* What the exercise asks *
Start at the line containing "Annotate this map" and transcribe every line exactly through the end of the records below, and only those lines.

* Working data *
========
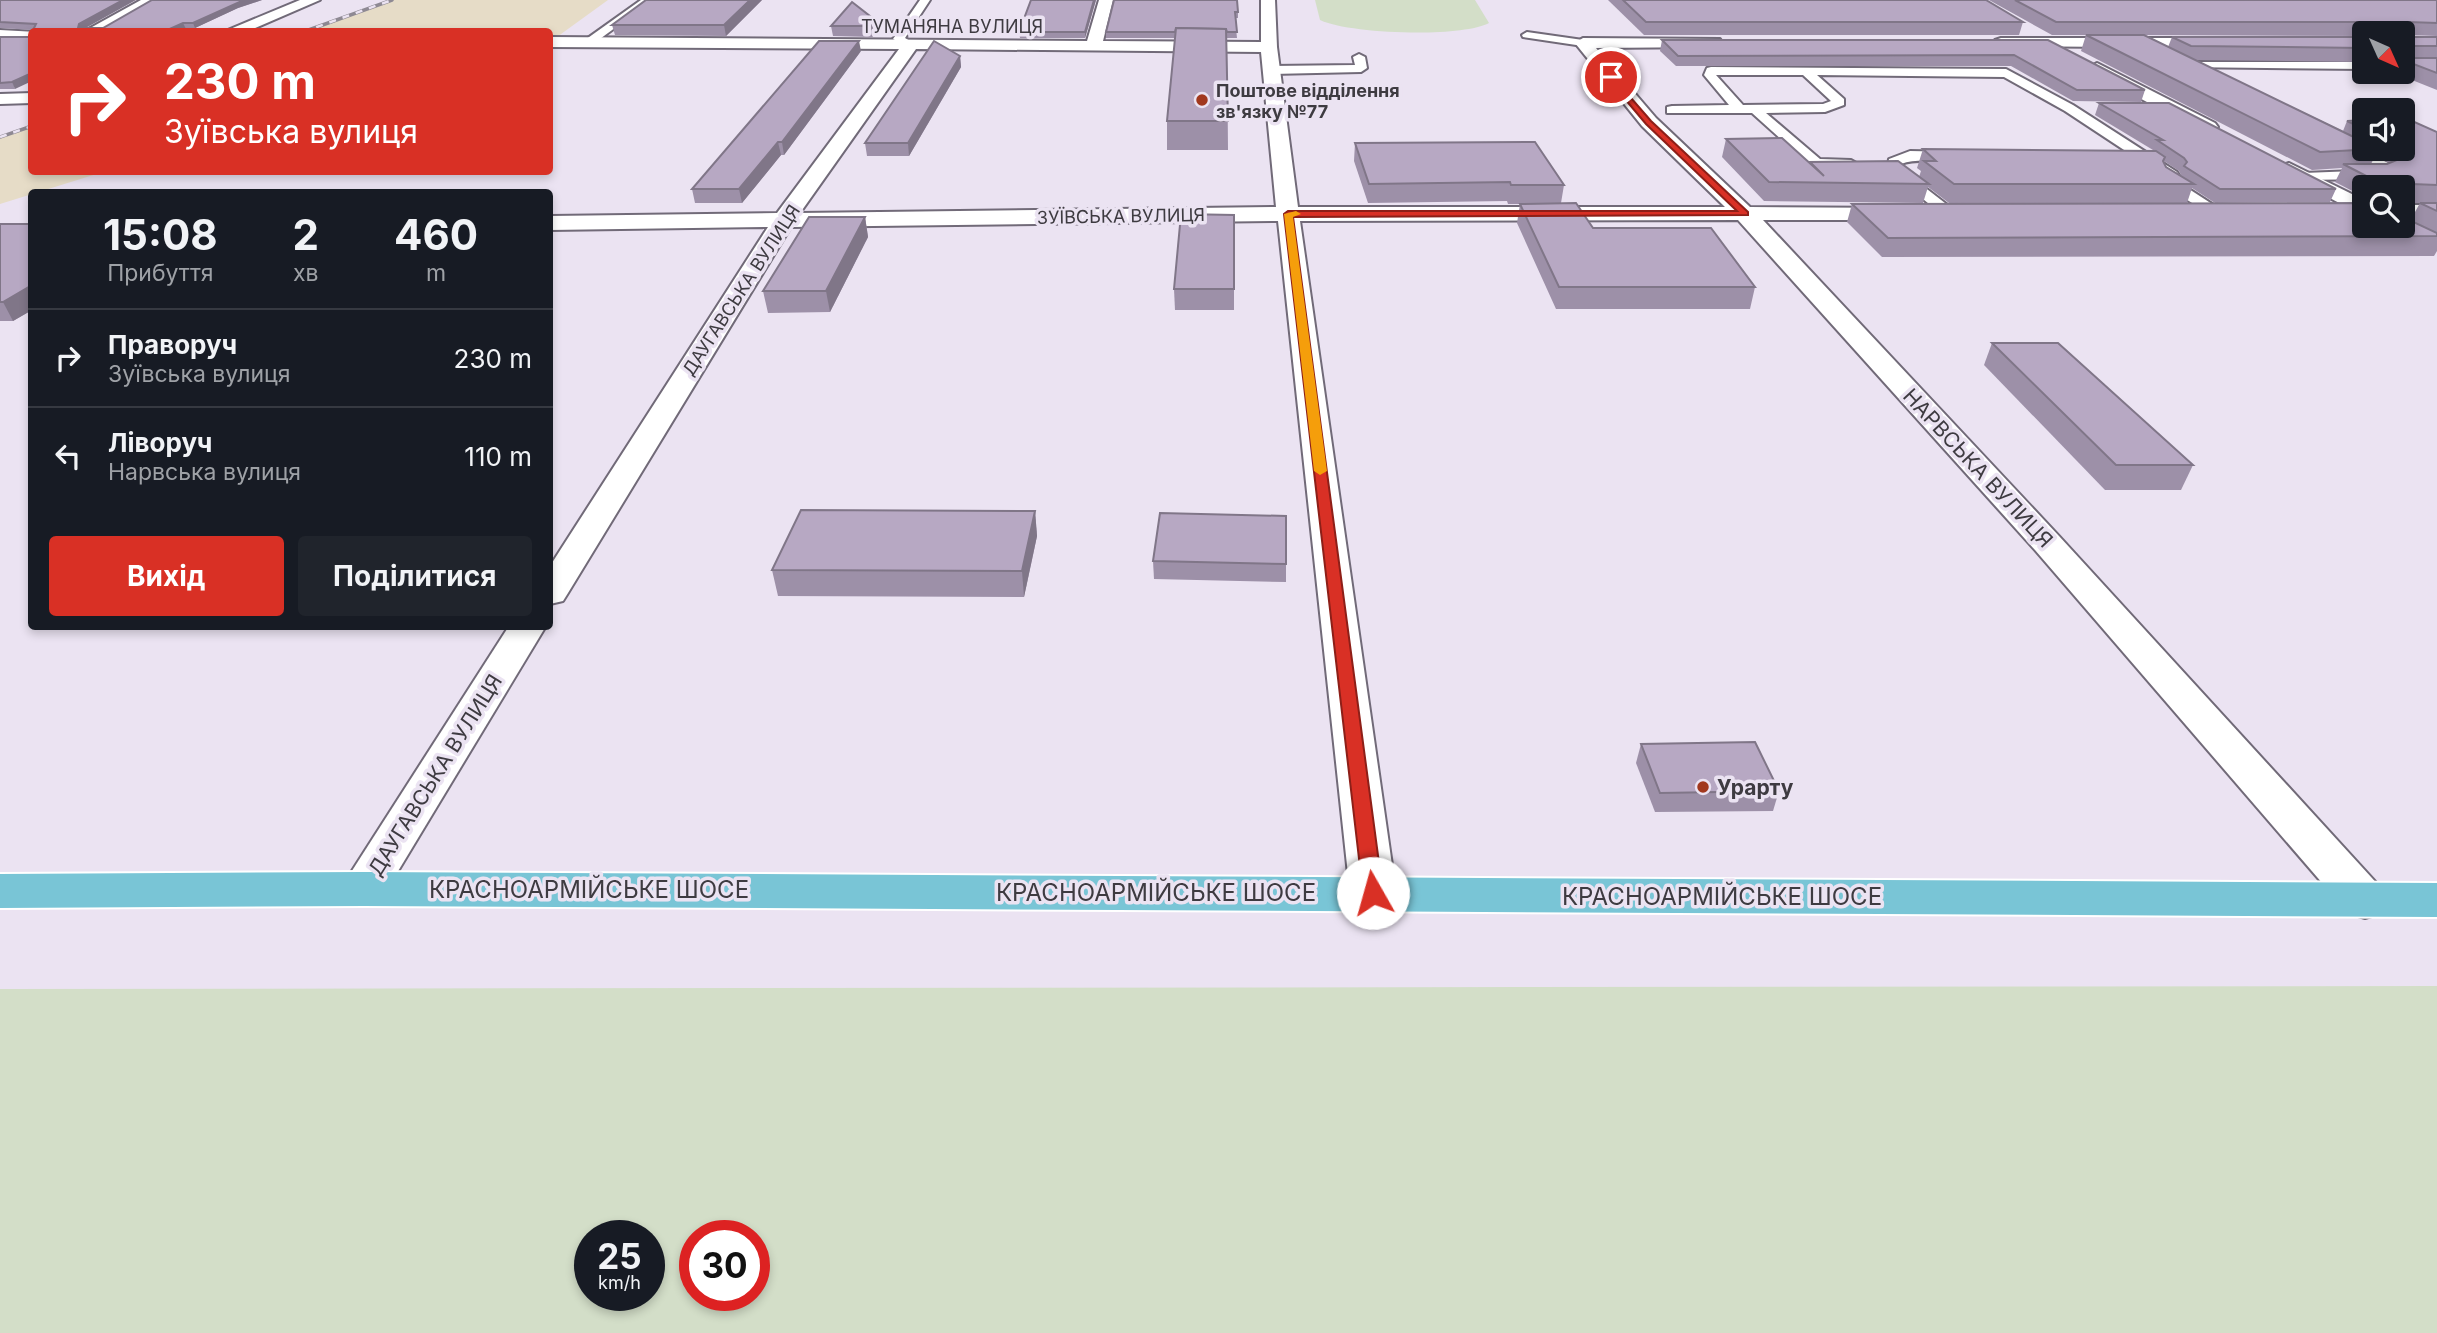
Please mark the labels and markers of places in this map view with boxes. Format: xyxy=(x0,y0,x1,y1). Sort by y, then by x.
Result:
pin xyxy=(1581,47,1641,107)
place label: Поштове відділення зв'язку №77 xyxy=(1216,80,1400,122)
marker: Поштове відділення зв'язку №77 xyxy=(1194,92,1210,108)
place label: Урарту xyxy=(1717,775,1794,800)
marker: Урарту xyxy=(1695,779,1711,795)

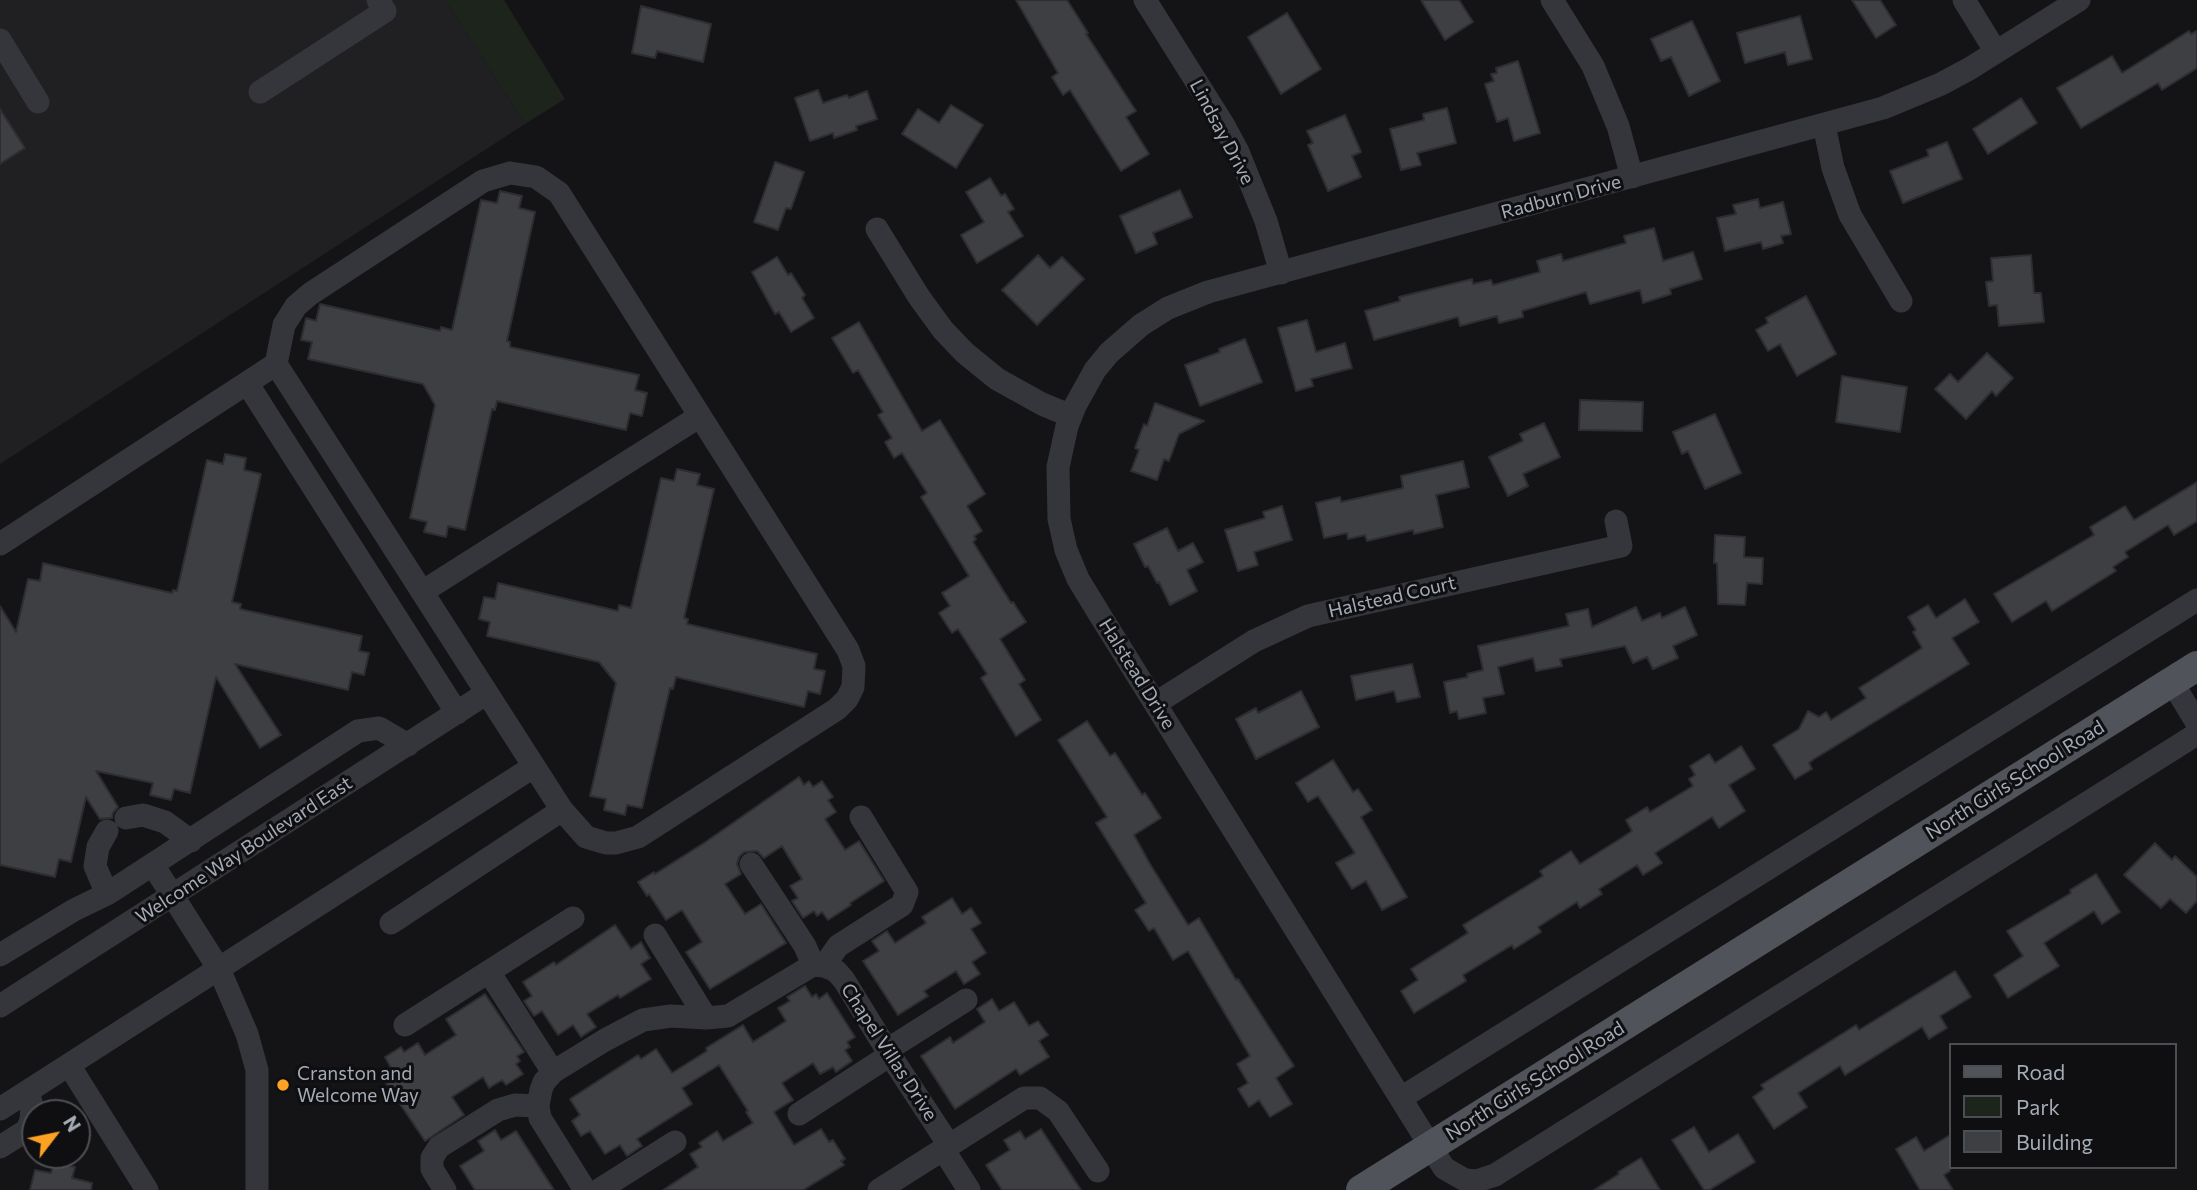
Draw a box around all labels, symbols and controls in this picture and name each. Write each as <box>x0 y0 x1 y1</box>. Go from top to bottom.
street label: Lindsay Drive <box>1185 76 1259 188</box>
street label: Radburn Drive <box>1498 170 1624 224</box>
street label: Halstead Court <box>1326 571 1458 623</box>
street label: Halstead Drive <box>1094 615 1180 733</box>
street label: North Girls School Road <box>1922 716 2108 844</box>
street label: Welcome Way Boulevard East <box>132 771 356 929</box>
street label: Chapel Villas Drive <box>836 979 942 1125</box>
street label: North Girls School Road <box>1442 1017 1628 1145</box>
legend <box>1948 1043 2176 1169</box>
text: Road <box>2016 1059 2065 1084</box>
place label: Cranston and Welcome Way <box>297 1063 419 1107</box>
marker: Cranston and Welcome Way <box>275 1077 291 1093</box>
text: Park <box>2016 1094 2060 1119</box>
north arrow <box>21 1099 91 1169</box>
text: N <box>59 1112 86 1136</box>
text: Building <box>2016 1129 2093 1154</box>

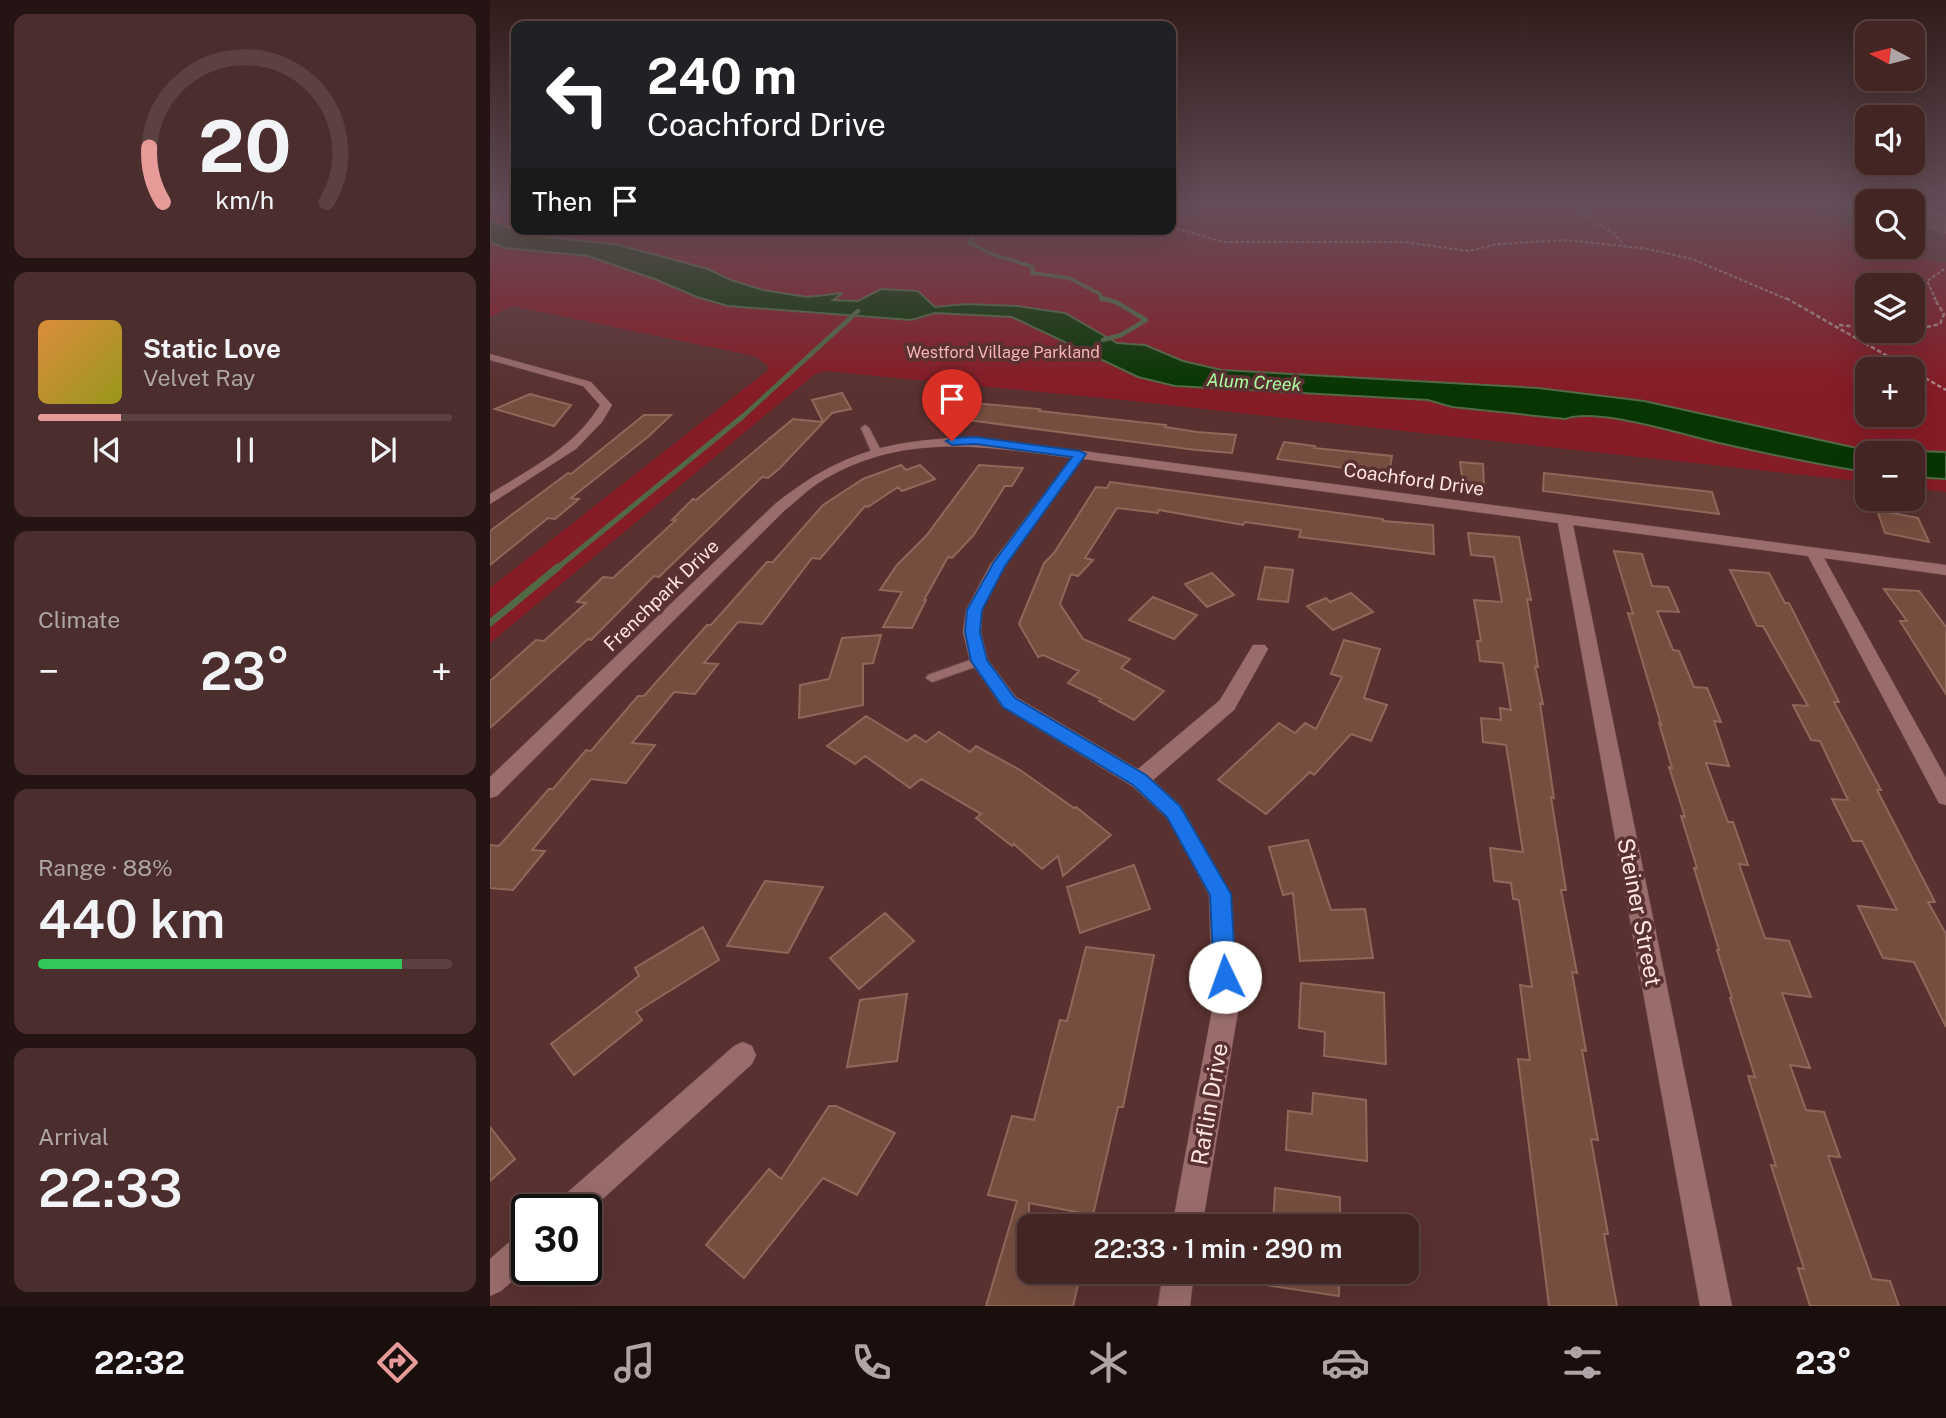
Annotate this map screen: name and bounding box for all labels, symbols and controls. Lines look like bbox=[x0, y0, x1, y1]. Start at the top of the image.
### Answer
========
* Written answer *
Annotate this map screen: name and bounding box for all labels, symbols and controls. Lines look like bbox=[x0, y0, x1, y1]. Start at the top of the image.
### Answer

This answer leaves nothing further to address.